DATASET RECORDS
········

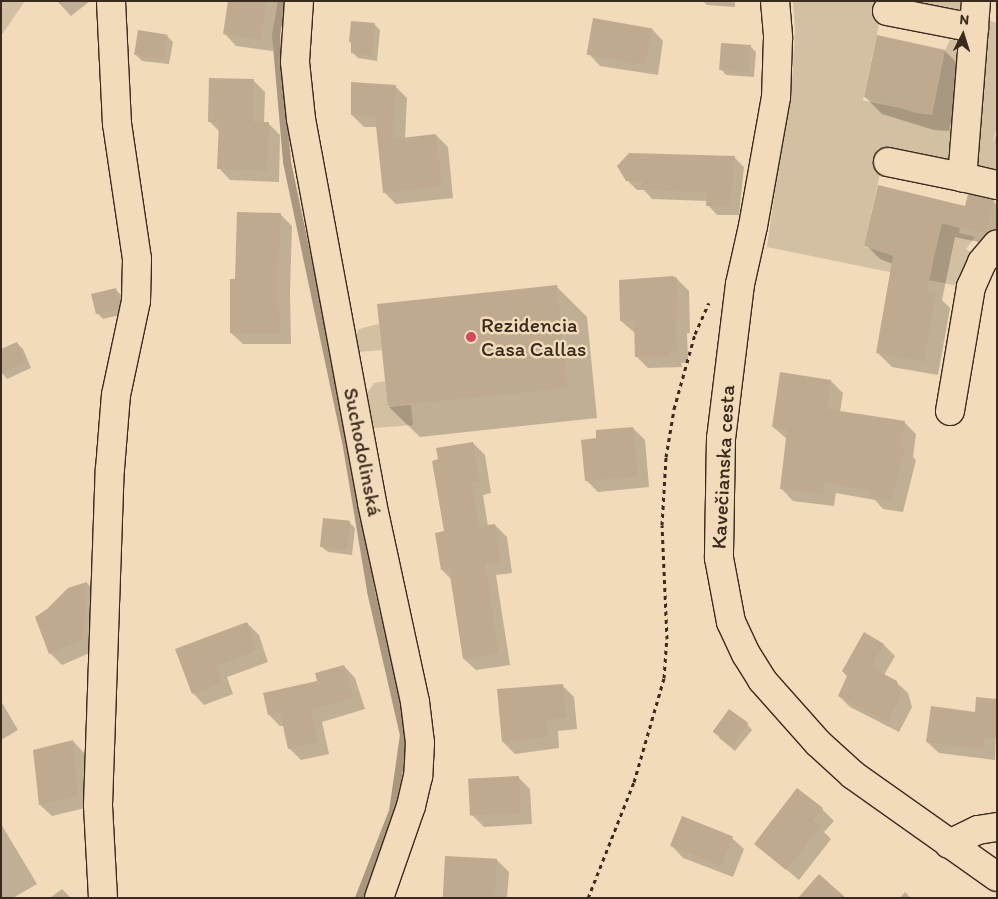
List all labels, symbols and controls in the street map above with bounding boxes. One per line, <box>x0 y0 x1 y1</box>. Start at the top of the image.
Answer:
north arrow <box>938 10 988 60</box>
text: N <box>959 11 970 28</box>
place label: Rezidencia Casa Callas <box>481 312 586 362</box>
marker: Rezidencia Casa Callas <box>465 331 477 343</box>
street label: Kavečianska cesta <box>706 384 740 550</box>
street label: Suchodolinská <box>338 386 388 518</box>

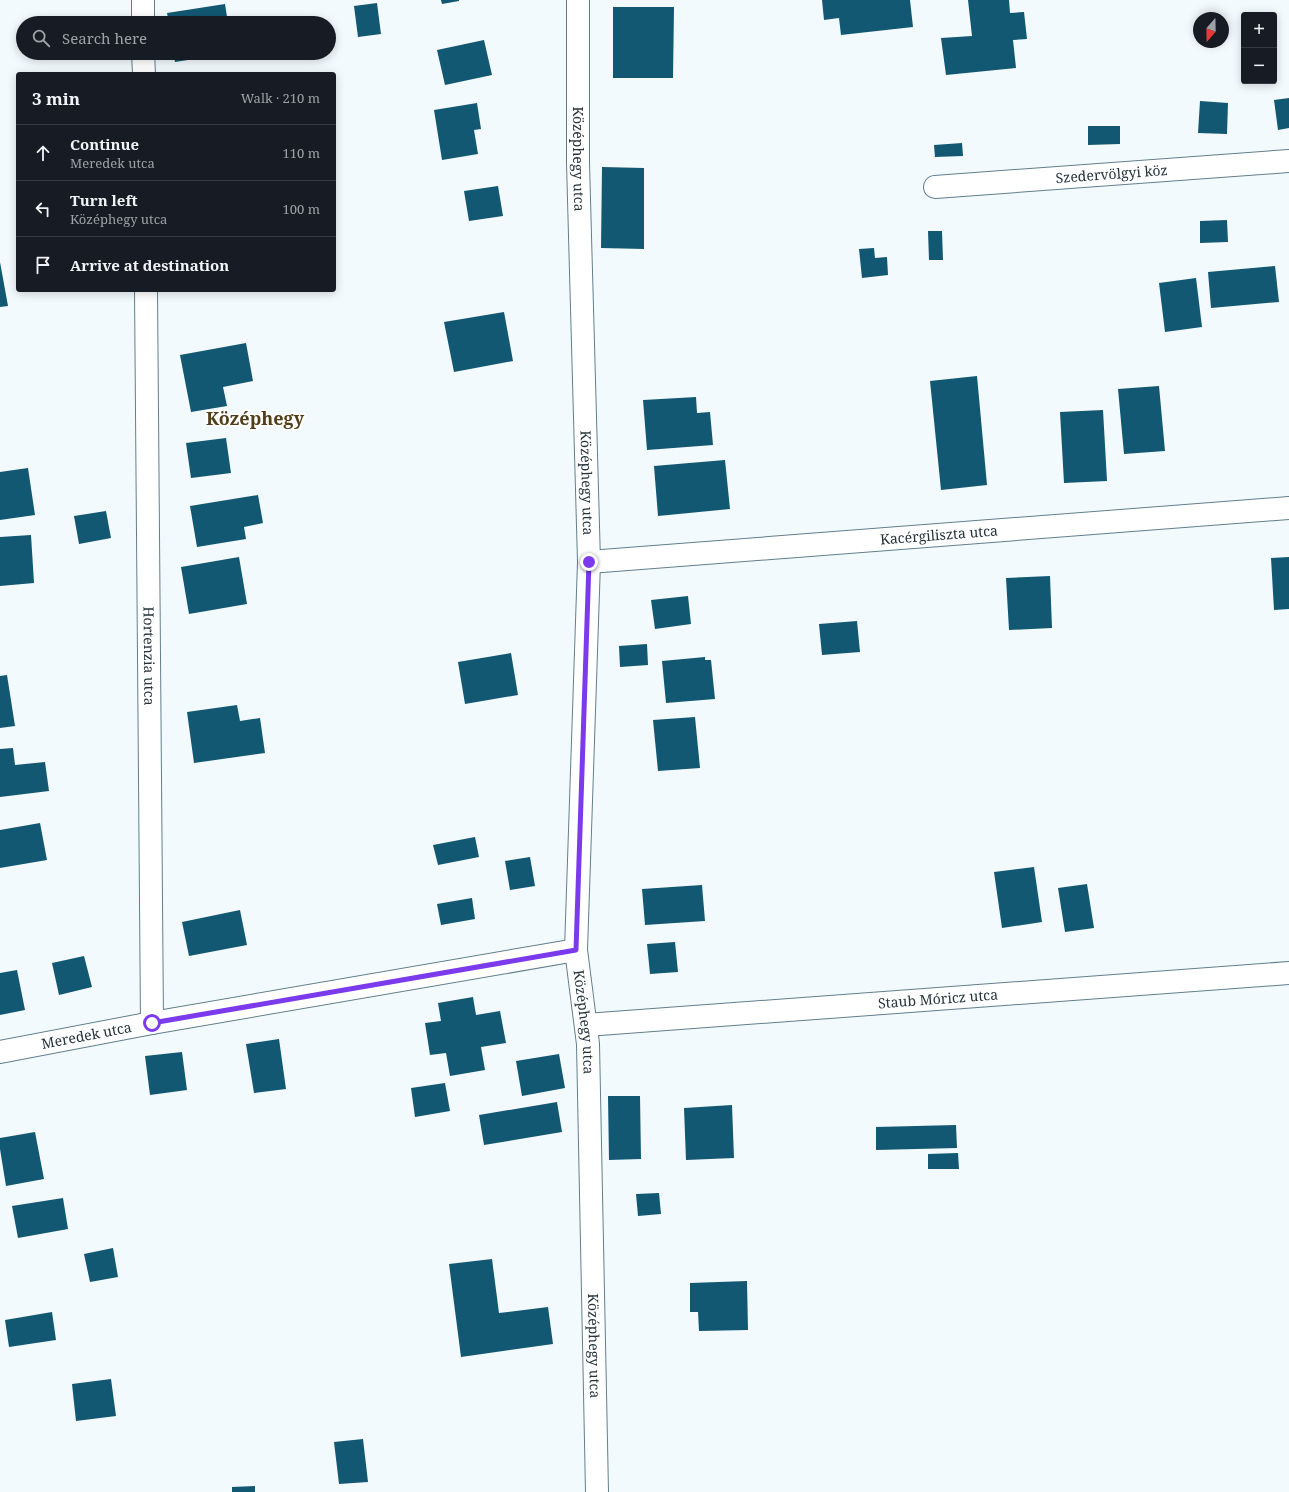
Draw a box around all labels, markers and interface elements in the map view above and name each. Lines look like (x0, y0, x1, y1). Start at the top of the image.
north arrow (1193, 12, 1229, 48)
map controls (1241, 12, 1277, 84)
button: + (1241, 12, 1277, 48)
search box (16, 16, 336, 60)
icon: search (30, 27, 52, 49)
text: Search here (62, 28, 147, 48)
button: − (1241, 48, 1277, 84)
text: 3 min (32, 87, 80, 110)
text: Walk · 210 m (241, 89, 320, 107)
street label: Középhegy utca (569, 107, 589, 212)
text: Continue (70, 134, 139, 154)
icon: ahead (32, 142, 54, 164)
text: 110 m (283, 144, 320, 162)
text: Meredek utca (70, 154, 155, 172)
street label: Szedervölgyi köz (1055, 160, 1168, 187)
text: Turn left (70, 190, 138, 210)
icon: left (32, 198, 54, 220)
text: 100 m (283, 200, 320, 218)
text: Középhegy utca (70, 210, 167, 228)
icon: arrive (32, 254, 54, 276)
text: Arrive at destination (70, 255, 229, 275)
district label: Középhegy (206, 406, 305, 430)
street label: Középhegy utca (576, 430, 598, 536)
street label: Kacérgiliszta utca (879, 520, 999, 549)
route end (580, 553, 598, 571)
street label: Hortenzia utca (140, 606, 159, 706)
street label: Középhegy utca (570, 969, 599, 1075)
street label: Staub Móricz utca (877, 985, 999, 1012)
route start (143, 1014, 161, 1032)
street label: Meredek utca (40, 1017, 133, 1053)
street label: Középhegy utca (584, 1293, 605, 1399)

········

WHAT THE TASK ASKS
All the material shown above is to be copied exactly, with no pictures carried over.

WRITTEN ANSWER
List all labels, symbols and controls in the street map above with bounding boxes. One per line, <box>x0 y0 x1 y1</box>. Start at the top of the image.
Answer:
north arrow <box>938 10 988 60</box>
text: N <box>959 11 970 28</box>
place label: Rezidencia Casa Callas <box>481 312 586 362</box>
marker: Rezidencia Casa Callas <box>465 331 477 343</box>
street label: Kavečianska cesta <box>706 384 740 550</box>
street label: Suchodolinská <box>338 386 388 518</box>

Draw a box around all labels, markers and interface elements in the map view above and name each. Lines look like (x0, y0, x1, y1). Start at the top of the image.
north arrow (1193, 12, 1229, 48)
map controls (1241, 12, 1277, 84)
button: + (1241, 12, 1277, 48)
search box (16, 16, 336, 60)
icon: search (30, 27, 52, 49)
text: Search here (62, 28, 147, 48)
button: − (1241, 48, 1277, 84)
text: 3 min (32, 87, 80, 110)
text: Walk · 210 m (241, 89, 320, 107)
street label: Középhegy utca (569, 107, 589, 212)
text: Continue (70, 134, 139, 154)
icon: ahead (32, 142, 54, 164)
text: 110 m (283, 144, 320, 162)
text: Meredek utca (70, 154, 155, 172)
street label: Szedervölgyi köz (1055, 160, 1168, 187)
text: Turn left (70, 190, 138, 210)
icon: left (32, 198, 54, 220)
text: 100 m (283, 200, 320, 218)
text: Középhegy utca (70, 210, 167, 228)
icon: arrive (32, 254, 54, 276)
text: Arrive at destination (70, 255, 229, 275)
district label: Középhegy (206, 406, 305, 430)
street label: Középhegy utca (576, 430, 598, 536)
street label: Kacérgiliszta utca (879, 520, 999, 549)
route end (580, 553, 598, 571)
street label: Hortenzia utca (140, 606, 159, 706)
street label: Középhegy utca (570, 969, 599, 1075)
street label: Staub Móricz utca (877, 985, 999, 1012)
route start (143, 1014, 161, 1032)
street label: Meredek utca (40, 1017, 133, 1053)
street label: Középhegy utca (584, 1293, 605, 1399)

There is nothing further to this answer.